Le nuove autobotti saranno affidate ad AICA, con l’obiettivo di rafforzare la capacità operativa del gestore pubblico e garantire una maggiore autonomia nella distribuzione dell’acqua.I sette mezzi si aggiungeranno a un’altra decina di autobotti già finanziate dalla Regione e in uso ai Comuni. «Una flotta pubblica più adeguata consentirà di ridurre la dipendenza dai trasportatori privati e di intervenire con maggiore tempestività», spiega il dirigente generale della Protezione civile regionale Salvo Cocina.
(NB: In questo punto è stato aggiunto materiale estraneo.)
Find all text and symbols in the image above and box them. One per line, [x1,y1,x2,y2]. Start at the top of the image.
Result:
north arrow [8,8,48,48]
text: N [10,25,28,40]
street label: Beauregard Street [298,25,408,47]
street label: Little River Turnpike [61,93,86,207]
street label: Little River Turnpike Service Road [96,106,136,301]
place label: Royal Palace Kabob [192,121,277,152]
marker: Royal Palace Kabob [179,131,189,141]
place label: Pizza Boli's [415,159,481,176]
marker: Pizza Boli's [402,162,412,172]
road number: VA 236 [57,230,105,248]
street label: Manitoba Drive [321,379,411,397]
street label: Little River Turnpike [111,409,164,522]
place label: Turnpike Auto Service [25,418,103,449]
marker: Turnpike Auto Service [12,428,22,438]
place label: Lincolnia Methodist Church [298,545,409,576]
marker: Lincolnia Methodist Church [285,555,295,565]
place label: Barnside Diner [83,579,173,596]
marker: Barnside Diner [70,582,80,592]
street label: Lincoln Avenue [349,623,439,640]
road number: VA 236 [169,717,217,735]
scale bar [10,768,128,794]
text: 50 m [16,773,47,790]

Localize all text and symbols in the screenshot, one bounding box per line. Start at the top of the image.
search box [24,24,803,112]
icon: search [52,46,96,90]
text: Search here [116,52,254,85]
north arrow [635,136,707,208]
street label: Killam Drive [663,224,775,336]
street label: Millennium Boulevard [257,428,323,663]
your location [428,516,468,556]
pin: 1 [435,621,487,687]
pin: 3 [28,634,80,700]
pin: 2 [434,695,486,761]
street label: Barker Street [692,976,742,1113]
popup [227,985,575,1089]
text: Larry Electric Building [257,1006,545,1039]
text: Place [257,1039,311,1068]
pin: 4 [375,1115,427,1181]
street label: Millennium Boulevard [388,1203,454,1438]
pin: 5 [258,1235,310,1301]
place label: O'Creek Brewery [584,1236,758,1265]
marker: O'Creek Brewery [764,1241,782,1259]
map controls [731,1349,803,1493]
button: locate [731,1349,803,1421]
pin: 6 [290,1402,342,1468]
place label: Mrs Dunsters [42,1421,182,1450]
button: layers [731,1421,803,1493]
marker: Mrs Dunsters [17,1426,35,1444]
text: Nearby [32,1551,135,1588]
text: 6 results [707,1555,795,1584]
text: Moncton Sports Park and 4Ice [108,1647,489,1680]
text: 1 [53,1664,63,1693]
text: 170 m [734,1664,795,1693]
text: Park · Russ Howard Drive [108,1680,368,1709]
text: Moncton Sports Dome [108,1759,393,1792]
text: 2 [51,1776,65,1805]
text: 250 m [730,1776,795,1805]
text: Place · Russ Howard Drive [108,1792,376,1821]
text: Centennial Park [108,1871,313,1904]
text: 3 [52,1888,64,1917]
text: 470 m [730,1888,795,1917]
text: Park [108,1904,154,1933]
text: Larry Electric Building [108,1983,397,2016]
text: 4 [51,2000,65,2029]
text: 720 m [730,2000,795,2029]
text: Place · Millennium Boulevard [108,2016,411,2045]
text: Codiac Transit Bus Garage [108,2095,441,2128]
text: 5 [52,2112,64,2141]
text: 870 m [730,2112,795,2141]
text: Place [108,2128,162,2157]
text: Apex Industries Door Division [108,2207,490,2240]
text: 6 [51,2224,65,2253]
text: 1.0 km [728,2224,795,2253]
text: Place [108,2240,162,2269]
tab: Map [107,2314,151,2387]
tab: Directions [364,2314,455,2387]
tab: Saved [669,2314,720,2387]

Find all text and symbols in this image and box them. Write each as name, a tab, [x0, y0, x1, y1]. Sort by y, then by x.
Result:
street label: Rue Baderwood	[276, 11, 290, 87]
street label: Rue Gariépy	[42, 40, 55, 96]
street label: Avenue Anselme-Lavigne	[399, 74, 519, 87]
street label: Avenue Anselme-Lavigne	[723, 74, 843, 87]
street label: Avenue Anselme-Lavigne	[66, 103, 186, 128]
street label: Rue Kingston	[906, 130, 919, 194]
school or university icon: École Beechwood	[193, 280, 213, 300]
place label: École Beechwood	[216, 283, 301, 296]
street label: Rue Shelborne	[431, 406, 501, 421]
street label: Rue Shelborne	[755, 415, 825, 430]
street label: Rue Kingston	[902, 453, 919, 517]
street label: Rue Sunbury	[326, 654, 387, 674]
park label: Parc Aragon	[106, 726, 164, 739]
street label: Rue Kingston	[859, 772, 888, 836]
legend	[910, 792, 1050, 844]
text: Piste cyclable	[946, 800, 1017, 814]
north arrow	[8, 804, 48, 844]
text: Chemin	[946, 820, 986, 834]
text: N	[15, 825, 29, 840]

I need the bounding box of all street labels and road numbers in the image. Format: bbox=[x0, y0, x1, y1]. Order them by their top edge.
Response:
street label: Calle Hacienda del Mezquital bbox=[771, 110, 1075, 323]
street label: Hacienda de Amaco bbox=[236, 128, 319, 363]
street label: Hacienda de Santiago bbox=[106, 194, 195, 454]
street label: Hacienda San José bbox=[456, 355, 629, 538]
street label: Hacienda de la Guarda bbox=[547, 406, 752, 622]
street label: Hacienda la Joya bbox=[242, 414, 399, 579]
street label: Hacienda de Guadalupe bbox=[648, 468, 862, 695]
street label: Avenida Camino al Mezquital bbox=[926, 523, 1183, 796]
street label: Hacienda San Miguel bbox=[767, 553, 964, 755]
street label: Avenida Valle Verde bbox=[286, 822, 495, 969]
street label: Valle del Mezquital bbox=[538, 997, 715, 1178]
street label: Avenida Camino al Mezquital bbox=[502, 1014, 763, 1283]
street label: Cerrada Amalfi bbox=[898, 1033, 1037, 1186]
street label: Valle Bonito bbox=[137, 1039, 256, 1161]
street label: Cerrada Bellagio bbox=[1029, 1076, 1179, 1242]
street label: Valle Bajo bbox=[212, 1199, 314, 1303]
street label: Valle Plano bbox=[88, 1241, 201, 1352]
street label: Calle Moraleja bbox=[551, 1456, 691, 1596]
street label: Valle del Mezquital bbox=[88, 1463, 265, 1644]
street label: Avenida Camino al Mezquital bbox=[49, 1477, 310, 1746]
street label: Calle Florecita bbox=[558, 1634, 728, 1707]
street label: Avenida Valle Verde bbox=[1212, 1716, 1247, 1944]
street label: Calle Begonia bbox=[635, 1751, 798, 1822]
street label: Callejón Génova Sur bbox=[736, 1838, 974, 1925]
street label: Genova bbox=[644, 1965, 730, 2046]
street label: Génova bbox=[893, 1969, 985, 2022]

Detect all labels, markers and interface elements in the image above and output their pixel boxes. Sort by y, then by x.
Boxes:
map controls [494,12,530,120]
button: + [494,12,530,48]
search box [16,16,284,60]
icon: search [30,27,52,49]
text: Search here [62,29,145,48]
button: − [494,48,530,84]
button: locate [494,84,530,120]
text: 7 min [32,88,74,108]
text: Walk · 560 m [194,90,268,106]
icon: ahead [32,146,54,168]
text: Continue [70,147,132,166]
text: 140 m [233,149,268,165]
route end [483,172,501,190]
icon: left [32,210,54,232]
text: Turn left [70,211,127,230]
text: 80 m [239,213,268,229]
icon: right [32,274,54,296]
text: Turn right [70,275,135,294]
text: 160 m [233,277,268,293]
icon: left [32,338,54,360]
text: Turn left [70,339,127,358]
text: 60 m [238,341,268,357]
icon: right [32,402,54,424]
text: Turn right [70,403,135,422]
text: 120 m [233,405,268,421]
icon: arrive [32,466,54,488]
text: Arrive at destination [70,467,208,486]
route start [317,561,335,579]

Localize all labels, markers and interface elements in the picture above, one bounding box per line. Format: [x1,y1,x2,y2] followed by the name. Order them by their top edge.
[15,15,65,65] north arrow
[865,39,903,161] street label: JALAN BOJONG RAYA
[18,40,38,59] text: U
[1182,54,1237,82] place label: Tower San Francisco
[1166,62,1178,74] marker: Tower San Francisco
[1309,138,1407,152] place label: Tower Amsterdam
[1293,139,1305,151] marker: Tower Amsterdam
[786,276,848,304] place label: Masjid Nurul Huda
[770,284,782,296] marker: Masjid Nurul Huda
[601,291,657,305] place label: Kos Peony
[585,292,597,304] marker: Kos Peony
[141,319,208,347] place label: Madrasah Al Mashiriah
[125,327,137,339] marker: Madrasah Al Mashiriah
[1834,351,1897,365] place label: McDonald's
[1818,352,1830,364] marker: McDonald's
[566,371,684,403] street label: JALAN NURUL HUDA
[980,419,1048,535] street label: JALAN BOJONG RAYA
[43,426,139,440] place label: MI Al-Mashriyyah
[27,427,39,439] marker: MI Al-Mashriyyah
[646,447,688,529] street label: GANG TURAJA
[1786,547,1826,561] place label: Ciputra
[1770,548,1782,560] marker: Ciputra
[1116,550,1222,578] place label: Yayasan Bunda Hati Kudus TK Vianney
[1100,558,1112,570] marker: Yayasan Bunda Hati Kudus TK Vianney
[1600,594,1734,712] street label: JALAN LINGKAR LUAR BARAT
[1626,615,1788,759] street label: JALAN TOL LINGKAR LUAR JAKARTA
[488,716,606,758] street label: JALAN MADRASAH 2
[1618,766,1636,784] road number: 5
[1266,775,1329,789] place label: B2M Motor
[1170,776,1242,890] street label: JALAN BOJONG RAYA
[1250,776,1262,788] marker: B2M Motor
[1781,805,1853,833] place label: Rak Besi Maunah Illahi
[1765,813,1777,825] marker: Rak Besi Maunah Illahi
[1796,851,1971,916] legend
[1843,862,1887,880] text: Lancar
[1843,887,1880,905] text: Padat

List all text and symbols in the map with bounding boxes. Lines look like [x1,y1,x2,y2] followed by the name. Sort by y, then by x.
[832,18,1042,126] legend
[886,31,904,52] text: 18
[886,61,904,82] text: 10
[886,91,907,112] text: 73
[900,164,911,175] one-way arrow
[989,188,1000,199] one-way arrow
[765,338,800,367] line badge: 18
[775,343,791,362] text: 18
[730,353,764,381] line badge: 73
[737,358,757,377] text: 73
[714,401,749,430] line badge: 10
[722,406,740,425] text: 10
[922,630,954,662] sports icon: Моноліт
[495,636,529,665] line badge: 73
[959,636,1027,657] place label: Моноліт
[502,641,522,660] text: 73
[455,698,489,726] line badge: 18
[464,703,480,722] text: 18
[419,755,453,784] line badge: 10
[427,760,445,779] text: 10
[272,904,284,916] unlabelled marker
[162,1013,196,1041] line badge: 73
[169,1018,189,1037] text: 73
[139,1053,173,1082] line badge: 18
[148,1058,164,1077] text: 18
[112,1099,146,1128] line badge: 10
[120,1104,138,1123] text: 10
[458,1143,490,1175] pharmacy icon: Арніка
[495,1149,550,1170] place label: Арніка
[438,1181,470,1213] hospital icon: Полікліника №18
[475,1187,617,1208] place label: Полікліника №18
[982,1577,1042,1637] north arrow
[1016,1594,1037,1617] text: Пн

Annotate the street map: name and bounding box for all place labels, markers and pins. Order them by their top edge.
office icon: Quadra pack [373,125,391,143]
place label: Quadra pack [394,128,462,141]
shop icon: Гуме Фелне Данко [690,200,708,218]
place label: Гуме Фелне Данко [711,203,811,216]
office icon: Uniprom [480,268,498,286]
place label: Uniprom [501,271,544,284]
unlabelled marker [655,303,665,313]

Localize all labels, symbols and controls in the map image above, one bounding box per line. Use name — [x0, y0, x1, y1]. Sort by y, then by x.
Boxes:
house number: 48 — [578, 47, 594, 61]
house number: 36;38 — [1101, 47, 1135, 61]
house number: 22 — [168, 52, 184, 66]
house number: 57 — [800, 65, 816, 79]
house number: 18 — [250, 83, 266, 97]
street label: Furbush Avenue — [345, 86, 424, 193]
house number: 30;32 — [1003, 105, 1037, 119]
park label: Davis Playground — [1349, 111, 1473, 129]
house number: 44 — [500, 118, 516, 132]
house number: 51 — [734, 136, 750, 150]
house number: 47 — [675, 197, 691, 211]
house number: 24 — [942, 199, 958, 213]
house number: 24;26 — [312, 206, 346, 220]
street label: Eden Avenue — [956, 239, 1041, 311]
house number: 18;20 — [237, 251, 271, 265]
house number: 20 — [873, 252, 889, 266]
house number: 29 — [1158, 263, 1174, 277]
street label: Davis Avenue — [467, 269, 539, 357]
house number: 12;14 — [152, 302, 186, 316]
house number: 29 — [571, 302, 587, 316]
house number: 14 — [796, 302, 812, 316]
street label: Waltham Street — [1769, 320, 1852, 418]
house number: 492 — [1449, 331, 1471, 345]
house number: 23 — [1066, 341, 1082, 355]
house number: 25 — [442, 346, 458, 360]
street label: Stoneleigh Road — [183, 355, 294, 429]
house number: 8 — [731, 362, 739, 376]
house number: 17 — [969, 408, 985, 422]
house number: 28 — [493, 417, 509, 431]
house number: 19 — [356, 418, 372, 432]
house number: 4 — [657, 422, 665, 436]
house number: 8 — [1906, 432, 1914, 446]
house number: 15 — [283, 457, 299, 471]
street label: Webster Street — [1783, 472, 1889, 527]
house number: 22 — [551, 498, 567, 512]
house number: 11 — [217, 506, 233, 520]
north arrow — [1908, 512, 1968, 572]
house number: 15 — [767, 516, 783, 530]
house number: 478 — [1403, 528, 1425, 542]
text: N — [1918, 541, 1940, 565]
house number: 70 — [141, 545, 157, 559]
Soddisfazione è stata espressa dal presidente dell’ATI, Giovanni Cirillo, che ha sottolineato il coordinamento tra le istituzioni e ringraziato la Protezione civile regionale, la Cabina di regia per l’emergenza idrica e il prefetto di Agrigento Salvatore Caccamo. Il finanziamento delle sette nuove autobotti rappresenta per AICA un passaggio importante verso una maggiore autonomia nella gestione dell’emergenza idrica in provincia di Agrigento.
La disponibilità di mezzi propri permetterà al gestore pubblico di intervenire più rapidamente, programmare direttamente le consegne, garantire una maggiore tracciabilità dell’acqua trasportata e ridurre la dipendenza dai fornitori privati. I vertici dell’azienda parlano di un «risultato fondamentale» e ringraziano Regione, Protezione civile, Prefettura e ATI per la collaborazione. L’obiettivo è costruire una capacità operativa stabile, capace di intervenire sia nelle emergenze sia nei territori privi di una rete idrica efficiente.